Older drugs, including Lipitor and Lyrica, weighed on Pfizer's (PFE 0.23%) growth in recent years. But investors hoped that things would improve significantly after the big drugmaker spun off its Upjohn unit. They also expected that Pfizer's COVID-19 vaccine, developed with BioNTech, would turbocharge growth. And now, investors' wishes have been fulfilled.

Pfizer announced its first-quarter results before the market opened on Tuesday. Despite a blowout quarter, the pharma stock slipped a little in early trading. Here are the highlights from Pfizer's Q1 update.

COVID-19 vaccine vials.

Image source: Getty Images.

By the numbers

Pfizer reported revenue of $14.6 billion in the first quarter, a whopping 42% year-over-year jump. This result easily topped the average analyst revenue estimate of $13.6 billion.

The company announced Q1 net income of $4.9 billion, or $0.86 per share, based on generally accepted accounting principles (GAAP). In the prior-year period, Pfizer's GAAP earnings totaled $3.4 billion, or $0.60 per share.

Pfizer posted adjusted net income in the first quarter of $5.3 billion, or $0.93 per share. This marked a big improvement from adjusted earnings of $3.5 billion, or $0.63 per share, recorded in the prior-year period. It also was well above the consensus Wall Street estimate of $0.78 per share.

Behind the numbers

COVID-19 vaccine BNT162b2 was the star of Pfizer's first quarter. Sales for the vaccine totaled $3.46 billion, with a little over $2 billion of that amount generated in the U.S. Even without the COVID-19 vaccine, though, Pfizer's revenue increased 8% year over year. That improvement even includes a 5% negative impact from pricing.

Sales for the company's oncology drugs jumped 18% year over year to $2.86 billion. Prostate cancer drug Xtandi and kidney cancer drug Inlyta led the way, offsetting a 1% sales decline for breast cancer drug Ibrance.

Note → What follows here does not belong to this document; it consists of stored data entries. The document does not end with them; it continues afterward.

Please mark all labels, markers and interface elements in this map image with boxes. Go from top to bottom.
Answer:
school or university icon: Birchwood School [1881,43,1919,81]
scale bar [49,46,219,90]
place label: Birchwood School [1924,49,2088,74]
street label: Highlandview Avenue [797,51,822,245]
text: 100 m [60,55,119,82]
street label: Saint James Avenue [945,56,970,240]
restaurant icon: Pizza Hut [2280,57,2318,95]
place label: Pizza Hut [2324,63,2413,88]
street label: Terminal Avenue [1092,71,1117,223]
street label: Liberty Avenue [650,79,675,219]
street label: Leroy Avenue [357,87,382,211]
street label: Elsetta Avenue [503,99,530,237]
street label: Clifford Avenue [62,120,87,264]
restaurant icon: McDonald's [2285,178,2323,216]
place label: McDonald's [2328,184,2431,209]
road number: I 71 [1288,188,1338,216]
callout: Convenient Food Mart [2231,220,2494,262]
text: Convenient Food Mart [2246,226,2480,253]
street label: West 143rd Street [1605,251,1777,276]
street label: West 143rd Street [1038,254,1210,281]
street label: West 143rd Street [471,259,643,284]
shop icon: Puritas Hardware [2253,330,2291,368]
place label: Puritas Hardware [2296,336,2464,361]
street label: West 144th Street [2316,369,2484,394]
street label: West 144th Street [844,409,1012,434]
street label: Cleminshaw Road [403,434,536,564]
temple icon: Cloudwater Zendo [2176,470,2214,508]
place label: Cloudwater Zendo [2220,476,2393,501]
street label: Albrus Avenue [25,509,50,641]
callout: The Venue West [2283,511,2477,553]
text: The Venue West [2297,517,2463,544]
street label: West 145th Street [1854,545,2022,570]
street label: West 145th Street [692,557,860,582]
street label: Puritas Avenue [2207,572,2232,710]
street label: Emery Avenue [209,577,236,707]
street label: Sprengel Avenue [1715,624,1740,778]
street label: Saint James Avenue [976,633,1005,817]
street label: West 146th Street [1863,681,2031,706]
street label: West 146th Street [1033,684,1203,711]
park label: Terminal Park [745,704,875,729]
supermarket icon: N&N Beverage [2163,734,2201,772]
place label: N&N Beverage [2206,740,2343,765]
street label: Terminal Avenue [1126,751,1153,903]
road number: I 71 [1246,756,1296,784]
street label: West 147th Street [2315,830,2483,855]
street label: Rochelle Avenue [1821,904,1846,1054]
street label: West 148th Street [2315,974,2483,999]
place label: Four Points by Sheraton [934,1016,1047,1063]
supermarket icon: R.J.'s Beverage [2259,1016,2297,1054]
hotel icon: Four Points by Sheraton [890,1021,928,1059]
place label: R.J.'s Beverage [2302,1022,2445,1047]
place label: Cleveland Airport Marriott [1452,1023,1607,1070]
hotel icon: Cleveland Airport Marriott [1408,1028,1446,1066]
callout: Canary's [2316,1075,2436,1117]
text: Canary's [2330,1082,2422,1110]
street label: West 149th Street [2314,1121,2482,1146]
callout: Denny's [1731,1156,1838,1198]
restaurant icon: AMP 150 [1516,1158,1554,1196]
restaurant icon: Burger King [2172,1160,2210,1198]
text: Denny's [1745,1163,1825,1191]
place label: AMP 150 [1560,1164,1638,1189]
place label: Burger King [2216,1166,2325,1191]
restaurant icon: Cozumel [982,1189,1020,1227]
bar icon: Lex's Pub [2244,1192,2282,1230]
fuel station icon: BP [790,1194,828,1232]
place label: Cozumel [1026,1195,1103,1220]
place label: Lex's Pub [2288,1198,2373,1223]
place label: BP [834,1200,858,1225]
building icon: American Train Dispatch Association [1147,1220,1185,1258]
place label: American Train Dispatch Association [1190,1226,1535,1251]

Pfizer's internal-medicine drugs raked in $2.59 billion, up 11% year over year. Blood-thinner Eliquis especially stood out, with sales soaring 26% to $1.64 billion.

The drugmaker's hospital sales totaled $2.34 billion, a 12% increase. Although several drugs that Pfizer includes in the hospital category experienced sales declines, the company's global contract manufacturing and development organization (CDMO), Pfizer CentreOne, more than made up for those declines with strong revenue growth. 

First-quarter inflammation and immunology sales rose 9% year over year to nearly $1.07 billion. Xeljanz was the big winner with 19% year-over-year sales growth.

Pfizer also recorded revenue of $824 million for its rare-disease drug lineup, a 29% jump. Nearly all of this increase was due to Vyndaqel, with the drug's sales nearly doubling year over year.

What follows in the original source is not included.